Le cardinal a identifié cette disparition de l’éternité comme horizon du chrétien avec l’avènement de l’athéisme et de la sécularisation à l’œuvre depuis le 19e siècle en particulier. « L’athéisme s’exprime comme la négation de l’existence d’un créateur du monde », a-t-il affirmé. Au 19e siècle, elle prend la forme d’une « négation d’un au-delà ».
Comme lors de sa précédente méditation, le prédicateur convoque les penseurs qui ont précipité l’athéisme et les place devant leurs responsabilités. Hegel avait affirmé que « les chrétiens déversaient au Ciel les énergies destinées à la Terre » et leurs « attentes déçues ». De même, les philosophes Feuerbach et Marx combattent toute croyance dans une vie après la mort, croyance qui est une forme d’aliénation comme une autre selon eux.

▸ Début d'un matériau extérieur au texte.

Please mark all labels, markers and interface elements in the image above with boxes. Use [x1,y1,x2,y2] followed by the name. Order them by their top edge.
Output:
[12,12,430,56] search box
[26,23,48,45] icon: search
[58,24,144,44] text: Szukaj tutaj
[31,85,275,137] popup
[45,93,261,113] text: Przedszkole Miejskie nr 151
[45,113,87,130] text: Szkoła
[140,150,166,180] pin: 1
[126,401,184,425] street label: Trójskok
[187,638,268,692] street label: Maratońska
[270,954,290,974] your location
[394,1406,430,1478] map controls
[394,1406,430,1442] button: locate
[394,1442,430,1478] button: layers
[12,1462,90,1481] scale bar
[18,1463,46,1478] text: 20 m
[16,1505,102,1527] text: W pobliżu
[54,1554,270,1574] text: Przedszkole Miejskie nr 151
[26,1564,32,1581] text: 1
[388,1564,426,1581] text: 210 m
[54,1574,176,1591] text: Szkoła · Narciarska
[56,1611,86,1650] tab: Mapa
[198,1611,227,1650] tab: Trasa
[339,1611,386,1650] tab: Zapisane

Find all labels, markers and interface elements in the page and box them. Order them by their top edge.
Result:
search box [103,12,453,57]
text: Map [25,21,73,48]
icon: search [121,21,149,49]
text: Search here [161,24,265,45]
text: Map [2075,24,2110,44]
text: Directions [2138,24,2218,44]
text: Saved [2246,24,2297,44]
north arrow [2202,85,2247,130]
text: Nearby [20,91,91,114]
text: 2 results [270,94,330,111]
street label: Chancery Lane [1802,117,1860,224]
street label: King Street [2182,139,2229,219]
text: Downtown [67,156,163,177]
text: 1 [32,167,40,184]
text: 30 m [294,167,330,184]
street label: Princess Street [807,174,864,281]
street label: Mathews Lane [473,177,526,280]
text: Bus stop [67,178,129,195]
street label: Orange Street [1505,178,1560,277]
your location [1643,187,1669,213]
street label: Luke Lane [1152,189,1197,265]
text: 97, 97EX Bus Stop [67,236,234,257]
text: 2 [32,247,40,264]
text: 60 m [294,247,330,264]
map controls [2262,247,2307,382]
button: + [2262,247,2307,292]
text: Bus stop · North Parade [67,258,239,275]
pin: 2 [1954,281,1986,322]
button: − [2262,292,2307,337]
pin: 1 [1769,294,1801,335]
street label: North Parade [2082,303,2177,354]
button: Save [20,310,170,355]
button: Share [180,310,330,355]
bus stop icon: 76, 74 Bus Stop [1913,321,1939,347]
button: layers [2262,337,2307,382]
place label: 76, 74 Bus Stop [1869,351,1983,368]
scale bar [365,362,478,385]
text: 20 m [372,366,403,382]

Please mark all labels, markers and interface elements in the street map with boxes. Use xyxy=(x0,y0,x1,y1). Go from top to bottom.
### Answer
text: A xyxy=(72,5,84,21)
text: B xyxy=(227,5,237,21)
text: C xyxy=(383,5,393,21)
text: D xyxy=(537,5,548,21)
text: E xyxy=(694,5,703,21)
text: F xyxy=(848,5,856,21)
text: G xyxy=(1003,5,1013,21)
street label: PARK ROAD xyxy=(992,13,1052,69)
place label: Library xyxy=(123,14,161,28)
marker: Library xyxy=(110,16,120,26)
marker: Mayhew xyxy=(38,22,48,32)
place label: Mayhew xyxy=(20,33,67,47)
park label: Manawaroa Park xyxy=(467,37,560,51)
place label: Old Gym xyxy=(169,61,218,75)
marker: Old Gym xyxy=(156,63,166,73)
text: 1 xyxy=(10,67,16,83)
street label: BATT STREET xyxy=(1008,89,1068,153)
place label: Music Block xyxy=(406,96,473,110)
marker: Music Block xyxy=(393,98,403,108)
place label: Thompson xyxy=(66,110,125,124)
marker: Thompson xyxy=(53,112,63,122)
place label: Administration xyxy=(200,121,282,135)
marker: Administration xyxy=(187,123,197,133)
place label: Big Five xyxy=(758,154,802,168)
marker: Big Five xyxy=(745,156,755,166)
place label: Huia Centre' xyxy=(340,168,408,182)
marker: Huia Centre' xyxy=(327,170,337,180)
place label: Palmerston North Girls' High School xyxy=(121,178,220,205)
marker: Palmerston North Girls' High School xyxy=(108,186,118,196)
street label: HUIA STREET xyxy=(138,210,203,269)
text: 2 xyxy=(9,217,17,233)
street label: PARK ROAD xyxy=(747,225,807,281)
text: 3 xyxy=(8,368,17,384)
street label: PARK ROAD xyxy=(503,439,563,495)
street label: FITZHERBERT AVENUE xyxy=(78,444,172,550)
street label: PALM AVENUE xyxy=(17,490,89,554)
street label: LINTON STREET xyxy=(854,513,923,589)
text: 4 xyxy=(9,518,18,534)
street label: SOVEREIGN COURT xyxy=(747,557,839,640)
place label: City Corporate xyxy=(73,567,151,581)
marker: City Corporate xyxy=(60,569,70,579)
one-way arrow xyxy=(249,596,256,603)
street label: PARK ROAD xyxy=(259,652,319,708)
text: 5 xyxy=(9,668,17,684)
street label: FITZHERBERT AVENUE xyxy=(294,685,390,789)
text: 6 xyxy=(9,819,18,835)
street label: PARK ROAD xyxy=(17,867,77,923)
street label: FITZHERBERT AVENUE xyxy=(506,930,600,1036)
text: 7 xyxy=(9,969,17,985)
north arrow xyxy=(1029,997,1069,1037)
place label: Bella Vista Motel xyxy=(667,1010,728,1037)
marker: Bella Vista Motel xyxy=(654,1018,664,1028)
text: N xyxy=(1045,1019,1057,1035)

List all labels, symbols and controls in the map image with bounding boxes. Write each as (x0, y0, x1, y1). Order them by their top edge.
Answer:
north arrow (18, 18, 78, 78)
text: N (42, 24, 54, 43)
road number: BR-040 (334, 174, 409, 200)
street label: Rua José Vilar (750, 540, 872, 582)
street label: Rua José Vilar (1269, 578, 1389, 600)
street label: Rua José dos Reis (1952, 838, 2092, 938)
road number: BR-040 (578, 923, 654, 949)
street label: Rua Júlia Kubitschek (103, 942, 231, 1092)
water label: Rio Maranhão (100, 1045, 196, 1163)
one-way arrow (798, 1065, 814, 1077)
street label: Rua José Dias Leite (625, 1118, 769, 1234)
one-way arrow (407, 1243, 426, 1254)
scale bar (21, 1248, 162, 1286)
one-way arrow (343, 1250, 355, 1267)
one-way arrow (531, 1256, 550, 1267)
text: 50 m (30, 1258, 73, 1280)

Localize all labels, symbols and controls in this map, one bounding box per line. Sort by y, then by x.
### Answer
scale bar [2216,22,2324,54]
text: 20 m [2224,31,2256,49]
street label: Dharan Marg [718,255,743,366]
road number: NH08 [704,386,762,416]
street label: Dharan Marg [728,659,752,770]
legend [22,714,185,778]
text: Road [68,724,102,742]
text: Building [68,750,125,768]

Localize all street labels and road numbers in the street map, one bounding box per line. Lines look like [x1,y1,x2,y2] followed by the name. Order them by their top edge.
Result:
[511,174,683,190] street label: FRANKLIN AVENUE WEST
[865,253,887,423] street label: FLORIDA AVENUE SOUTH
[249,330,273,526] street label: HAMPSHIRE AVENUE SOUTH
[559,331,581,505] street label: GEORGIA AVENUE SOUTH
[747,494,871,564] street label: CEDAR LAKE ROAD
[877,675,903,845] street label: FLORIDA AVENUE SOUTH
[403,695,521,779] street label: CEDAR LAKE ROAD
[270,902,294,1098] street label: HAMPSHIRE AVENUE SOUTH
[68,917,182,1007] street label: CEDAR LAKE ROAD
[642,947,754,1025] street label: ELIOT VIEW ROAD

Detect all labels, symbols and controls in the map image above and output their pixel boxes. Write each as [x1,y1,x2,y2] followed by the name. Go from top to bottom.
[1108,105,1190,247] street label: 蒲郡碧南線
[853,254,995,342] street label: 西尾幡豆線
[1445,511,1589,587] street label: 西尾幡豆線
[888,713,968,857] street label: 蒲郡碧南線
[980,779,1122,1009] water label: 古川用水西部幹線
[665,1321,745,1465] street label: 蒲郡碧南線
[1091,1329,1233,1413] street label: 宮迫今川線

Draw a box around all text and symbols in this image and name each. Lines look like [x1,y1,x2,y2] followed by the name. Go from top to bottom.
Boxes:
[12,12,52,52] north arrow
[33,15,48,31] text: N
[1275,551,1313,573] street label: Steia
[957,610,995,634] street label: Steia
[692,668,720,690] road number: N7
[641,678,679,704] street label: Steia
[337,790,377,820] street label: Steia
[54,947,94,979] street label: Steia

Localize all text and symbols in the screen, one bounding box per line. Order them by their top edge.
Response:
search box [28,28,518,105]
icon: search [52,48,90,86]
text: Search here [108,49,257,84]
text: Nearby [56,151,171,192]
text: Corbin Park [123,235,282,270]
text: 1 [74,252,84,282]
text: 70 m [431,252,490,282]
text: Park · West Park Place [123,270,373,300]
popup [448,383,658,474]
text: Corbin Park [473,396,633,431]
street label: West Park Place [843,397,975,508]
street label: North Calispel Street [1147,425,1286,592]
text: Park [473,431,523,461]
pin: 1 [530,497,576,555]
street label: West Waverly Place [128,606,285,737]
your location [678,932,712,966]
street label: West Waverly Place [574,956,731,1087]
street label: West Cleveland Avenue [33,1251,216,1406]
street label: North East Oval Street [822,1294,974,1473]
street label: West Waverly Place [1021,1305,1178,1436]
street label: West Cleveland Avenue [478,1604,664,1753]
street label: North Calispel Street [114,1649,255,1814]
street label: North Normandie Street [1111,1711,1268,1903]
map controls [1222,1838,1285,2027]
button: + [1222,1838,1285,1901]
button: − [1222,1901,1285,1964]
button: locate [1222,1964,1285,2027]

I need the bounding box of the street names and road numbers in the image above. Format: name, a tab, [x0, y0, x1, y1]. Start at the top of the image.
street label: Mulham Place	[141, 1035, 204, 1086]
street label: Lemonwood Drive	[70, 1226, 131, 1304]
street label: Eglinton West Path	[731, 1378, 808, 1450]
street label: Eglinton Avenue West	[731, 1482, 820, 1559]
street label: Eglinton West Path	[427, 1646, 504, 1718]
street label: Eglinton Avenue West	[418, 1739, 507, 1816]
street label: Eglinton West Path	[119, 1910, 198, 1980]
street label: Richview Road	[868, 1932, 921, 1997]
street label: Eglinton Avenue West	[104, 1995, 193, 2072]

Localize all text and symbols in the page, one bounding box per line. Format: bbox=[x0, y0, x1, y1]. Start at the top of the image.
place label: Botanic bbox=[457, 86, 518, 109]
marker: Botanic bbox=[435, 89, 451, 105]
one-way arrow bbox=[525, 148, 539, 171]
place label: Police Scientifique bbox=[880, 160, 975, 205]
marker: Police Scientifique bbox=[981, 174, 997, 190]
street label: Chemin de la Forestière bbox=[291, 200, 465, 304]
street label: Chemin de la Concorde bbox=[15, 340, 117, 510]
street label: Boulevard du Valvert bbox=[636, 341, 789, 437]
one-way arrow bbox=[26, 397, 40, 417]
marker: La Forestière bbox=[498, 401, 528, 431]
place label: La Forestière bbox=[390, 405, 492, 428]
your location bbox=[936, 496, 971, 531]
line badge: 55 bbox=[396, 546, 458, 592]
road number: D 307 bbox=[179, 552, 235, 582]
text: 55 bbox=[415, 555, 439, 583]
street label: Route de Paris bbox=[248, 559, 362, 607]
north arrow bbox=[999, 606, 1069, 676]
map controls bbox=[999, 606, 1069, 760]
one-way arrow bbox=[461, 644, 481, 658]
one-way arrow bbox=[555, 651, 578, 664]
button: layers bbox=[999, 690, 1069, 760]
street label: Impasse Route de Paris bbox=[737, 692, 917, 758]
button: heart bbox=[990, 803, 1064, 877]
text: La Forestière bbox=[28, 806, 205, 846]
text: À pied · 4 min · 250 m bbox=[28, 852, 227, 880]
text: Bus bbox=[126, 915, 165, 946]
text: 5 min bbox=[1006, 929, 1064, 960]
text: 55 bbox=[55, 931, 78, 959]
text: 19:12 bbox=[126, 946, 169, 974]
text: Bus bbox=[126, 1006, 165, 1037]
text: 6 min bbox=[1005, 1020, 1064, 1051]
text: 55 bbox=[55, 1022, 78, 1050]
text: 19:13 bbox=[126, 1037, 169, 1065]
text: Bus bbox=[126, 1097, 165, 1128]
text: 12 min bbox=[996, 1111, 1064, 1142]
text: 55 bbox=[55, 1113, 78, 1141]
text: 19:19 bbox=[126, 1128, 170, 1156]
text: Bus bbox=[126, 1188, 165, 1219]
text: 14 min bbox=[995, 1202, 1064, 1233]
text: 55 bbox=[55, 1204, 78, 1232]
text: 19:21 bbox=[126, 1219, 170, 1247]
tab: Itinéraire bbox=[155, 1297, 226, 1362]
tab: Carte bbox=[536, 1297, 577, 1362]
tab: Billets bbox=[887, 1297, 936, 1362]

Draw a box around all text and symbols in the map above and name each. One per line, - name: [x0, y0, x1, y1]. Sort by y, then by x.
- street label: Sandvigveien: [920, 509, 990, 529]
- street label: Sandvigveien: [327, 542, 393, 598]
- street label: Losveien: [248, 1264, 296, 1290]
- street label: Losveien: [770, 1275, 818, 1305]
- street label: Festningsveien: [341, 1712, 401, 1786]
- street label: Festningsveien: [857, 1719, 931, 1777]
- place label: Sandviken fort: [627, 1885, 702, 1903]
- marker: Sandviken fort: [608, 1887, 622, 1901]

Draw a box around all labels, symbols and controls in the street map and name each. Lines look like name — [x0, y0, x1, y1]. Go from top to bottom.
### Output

Cette « ère du soupçon » qui plane sur la vie éternelle a précipité la sécularisation du 20è siècle, selon le haut prélat italien. Cette sécularisation recouvre deux sens: certes, elle impose une stricte séparation entre « le règne de César et celui de Dieu », séparation qui trouve d’ailleurs son fondement dans l’Évangile. Mais on peut aussi la comprendre comme une posture hostile à l’égale de la religion et de la vie éternelle. Dans ce cas, le cardinal Cantalamessa préfère parler de « sécularisme ».
Les chrétiens, remarque le cardinal, ont encore une « foi timide et réticente » au sujet de l’éternité. « Quand avons-nous entendu une prédication sur l’éternité pour la dernière fois? », interroge-t-il. Or « la disparition de l’horizon de l’éternité a sur la foi chrétienne l’effet qu’a le sable jeté sur une flamme: elle l’éteint, elle la suffoque ». Il a ainsi cité saint Augustin : « À quoi sert de bien vivre si l’on ne vit pas pour l’éternité? »
La foi en la vie éternelle constitue l’une des conditions de possibilité de l’évangélisation, fait remarque le haut prélat. « Si Christ n’est pas ressuscité, notre prédication n’a plus de contenu, et votre foi est sans objet », écrit saint Paul dans sa lettre aux Corinthiens (1 Co 15:14). L’Évangile affirme que, de même que nous sommes des êtres finis capables de l’infinité, selon la formule des scolastiques, de même « nous sommes des êtres mortels capables de l’éternité ».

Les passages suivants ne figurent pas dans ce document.